Items from a dataset
☆ ☆ ☆ ☆

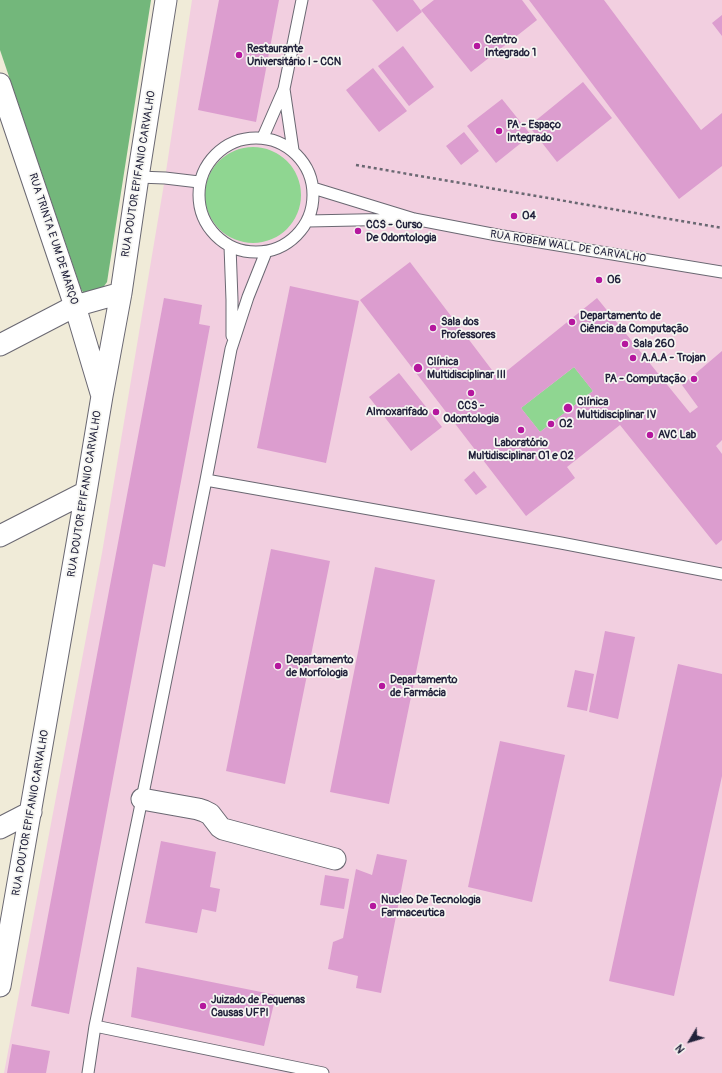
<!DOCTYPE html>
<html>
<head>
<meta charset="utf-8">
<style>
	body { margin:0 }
	#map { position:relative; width:722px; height:1073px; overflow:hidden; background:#f0ebd8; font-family:Pangolin,sans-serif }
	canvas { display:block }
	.north { position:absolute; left:670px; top:1021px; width:40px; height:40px; -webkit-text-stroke:3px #f6f6f2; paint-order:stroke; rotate:232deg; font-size:11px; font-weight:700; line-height:16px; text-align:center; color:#22223b }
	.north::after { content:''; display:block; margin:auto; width:14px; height:18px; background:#22223b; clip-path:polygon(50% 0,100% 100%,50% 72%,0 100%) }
</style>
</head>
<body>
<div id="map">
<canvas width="722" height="1073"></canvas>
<div class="north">N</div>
</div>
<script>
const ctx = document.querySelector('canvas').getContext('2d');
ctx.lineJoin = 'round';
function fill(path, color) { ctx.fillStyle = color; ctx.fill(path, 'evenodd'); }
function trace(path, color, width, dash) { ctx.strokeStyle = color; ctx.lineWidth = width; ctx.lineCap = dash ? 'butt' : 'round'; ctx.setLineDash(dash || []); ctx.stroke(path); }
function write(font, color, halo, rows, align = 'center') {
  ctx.font = font + ' Pangolin,sans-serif'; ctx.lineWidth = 3.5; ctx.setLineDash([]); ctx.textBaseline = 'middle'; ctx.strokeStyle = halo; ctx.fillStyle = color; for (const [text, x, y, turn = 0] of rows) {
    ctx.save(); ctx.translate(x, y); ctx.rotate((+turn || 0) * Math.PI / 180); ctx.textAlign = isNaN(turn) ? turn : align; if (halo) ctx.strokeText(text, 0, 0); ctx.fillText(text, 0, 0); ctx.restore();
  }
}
fill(new Path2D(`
	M 192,0 L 722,0 L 722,1073 L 4,1073 L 102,553 L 165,178 Z`), '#f2cfe0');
fill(new Path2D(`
	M205 195a48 48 0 1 1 96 0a48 48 0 1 1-96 0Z
	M 574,367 L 593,391 L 540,432 L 521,408 Z`), '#8fd691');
fill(new Path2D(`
	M 0,0 L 151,0 L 107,282 L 102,289 L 85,295 L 81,289 L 0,50 Z`), '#73b77b');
fill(new Path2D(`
	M 219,0 L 279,0 L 256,122 L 198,110 Z
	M 372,0 L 413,0 L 422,12 L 397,32 Z
	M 434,0 L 522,0 L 537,20 L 471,72 L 421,10 Z
	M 529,0 L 604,0 L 701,130 L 722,113 L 722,166 L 679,199 Z
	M 722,15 L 722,36 L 712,23 Z
	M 403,46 L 434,87 L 409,106 L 378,66 Z
	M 373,68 L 407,111 L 379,132 L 346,90 Z
	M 583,82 L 612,118 L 557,162 L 529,126 Z
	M 502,99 L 531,135 L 496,163 L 467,126 Z
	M 464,132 L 479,151 L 461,165 L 446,146 Z
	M 410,262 L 498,378 L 597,298 L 690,413 L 698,407 L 682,385 L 722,351 L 722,440 L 716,446 L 722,454 L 722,540 L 716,545 L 620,425 L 567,467 L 575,478 L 526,516 L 360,300 ZM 574,367 L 593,391 L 540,432 L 521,408 Z
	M 290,286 L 359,301 L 326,463 L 257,448 Z
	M 164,298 L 202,305 L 199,324 L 210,326 L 165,567 L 153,564 L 69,1014 L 31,1006 Z
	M 399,373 L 442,427 L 411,451 L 369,397 Z
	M 474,471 L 487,487 L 476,495 L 464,480 Z
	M 271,549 L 330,561 L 285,784 L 226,771 Z
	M 375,567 L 435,580 L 389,804 L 330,792 Z
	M 605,631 L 635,637 L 618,719 L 589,712 Z
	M 678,664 L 722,674 L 722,776 L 674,996 L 609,981 Z
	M 575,670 L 594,674 L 587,711 L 567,707 Z
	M 500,741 L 565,755 L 532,902 L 468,887 Z
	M 161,841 L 216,852 L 210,887 L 220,889 L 216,912 L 202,909 L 197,933 L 145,923 Z
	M 377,854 L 407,860 L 381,993 L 356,988 L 358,976 L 328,969 L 333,942 L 343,938 L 356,869 L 372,875 Z
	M 325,875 L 349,879 L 344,909 L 320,905 Z
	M 137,967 L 276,995 L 264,1046 L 131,1017 Z
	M 12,1044 L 50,1051 L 46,1073 L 7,1073 Z`), '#dc9dcf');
const service = new Path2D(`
	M 284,89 L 293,150
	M 263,137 L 284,89 L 302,0
	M199 195a57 57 0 1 1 114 0a57 57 0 1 1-114 0Z
	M 138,177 L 165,178 L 199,182
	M 313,188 L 414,219 L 497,235 L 722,272
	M 308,221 L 404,219
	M 230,246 L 232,300 L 232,336
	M 206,480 L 561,543 L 722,574
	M 95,1026 L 323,1073
	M 88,1073 L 95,1026 L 142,799 L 206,480 L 231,349 L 248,297 L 266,252`);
const minor = new Path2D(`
	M 0,84 L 75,306 L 101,393
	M 0,345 L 75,306 L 121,293
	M 0,536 L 86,492
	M 142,799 L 198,809 L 204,811 L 210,814 L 220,827 L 223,829 L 335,859
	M 0,828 L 31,812
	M 0,986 L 86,492 L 102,396 L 121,293 L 138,177 L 166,0`);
trace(service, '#6a6872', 13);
trace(minor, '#6a6872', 23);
trace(new Path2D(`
	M 356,165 L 722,228`), '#6a6872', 2.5, [3, 3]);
trace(service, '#fff', 11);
trace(minor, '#fff', 21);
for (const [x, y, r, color] of [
	[477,46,4,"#b5179e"],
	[239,55,4,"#b5179e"],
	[499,131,4,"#b5179e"],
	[514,216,4,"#b5179e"],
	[358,231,4,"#b5179e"],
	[599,280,4,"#b5179e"],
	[572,322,4,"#b5179e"],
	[433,328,4,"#b5179e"],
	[625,344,4,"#b5179e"],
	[633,358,4,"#b5179e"],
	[418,368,5,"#b5179e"],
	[694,379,4,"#b5179e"],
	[471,393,4,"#b5179e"],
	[568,408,5,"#b5179e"],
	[436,412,4,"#b5179e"],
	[551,424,4,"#b5179e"],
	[521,430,4,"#b5179e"],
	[650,435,4,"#b5179e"],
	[278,666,4,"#b5179e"],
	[382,686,4,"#b5179e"],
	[373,906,4,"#b5179e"],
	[203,1006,4,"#b5179e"]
]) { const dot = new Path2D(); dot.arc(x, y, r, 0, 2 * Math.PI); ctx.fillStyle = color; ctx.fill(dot); trace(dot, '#f6f6f2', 1.5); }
write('bold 11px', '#22223b', '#f6f6f2', [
	["Centro",485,40],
	["Integrado 1",485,53],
	["Restaurante",247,49],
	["Universitário I - CCN",247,62],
	["PA - Espaço",507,125],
	["Integrado",507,138],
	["04",522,216],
	["CCS - Curso",366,225],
	["De Odontologia",366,238],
	["06",607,280],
	["Departamento de",580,316],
	["Ciência da Computação",580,329],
	["Sala dos",441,322],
	["Professores",441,335],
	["Sala 260",633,344],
	["A.A.A - Trojan",641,358],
	["Clínica",427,362],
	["Multidisciplinar III",427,375],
	["PA - Computação",686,379,"right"],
	["Clínica",577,402],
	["Multidisciplinar IV",577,415],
	["CCS -",471,406,"center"],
	["Odontologia",471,419,"center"],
	["Almoxarifado",428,412,"right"],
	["02",559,424],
	["AVC Lab",658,435],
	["Laboratório",521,443,"center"],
	["Multidisciplinar 01 e 02",521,456,"center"],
	["Departamento",286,660],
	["de Morfologia",286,673],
	["Departamento",390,680],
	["de Farmácia",390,693],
	["Nucleo De Tecnologia",381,900],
	["Farmaceutica",381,913],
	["Juizado de Pequenas",211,1000],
	["Causas UFPI",211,1013]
], 'left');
write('11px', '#22223b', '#f6f6f2', [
	["RUA DOUTOR EPIFANIO CARVALHO",139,174,-81],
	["RUA TRINTA E UM DE MARÇO",53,239,72],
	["RUA ROBEM WALL DE CARVALHO",568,247,9],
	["RUA DOUTOR EPIFANIO CARVALHO",85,494,-81],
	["RUA DOUTOR EPIFANIO CARVALHO",31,813,-80]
]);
</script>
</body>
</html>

☆ ☆ ☆ ☆

* [TASK TO COMPLETE] All lines of the data above that include the word "turn" must be shown.

* [ANSWER SPACE]
  ctx.font = font + ' Pangolin,sans-serif'; ctx.lineWidth = 3.5; ctx.setLineDash([]); ctx.textBaseline = 'middle'; ctx.strokeStyle = halo; ctx.fillStyle = color; for (const [text, x, y, turn = 0] of rows) {
    ctx.save(); ctx.translate(x, y); ctx.rotate((+turn || 0) * Math.PI / 180); ctx.textAlign = isNaN(turn) ? turn : align; if (halo) ctx.strokeText(text, 0, 0); ctx.fillText(text, 0, 0); ctx.restore();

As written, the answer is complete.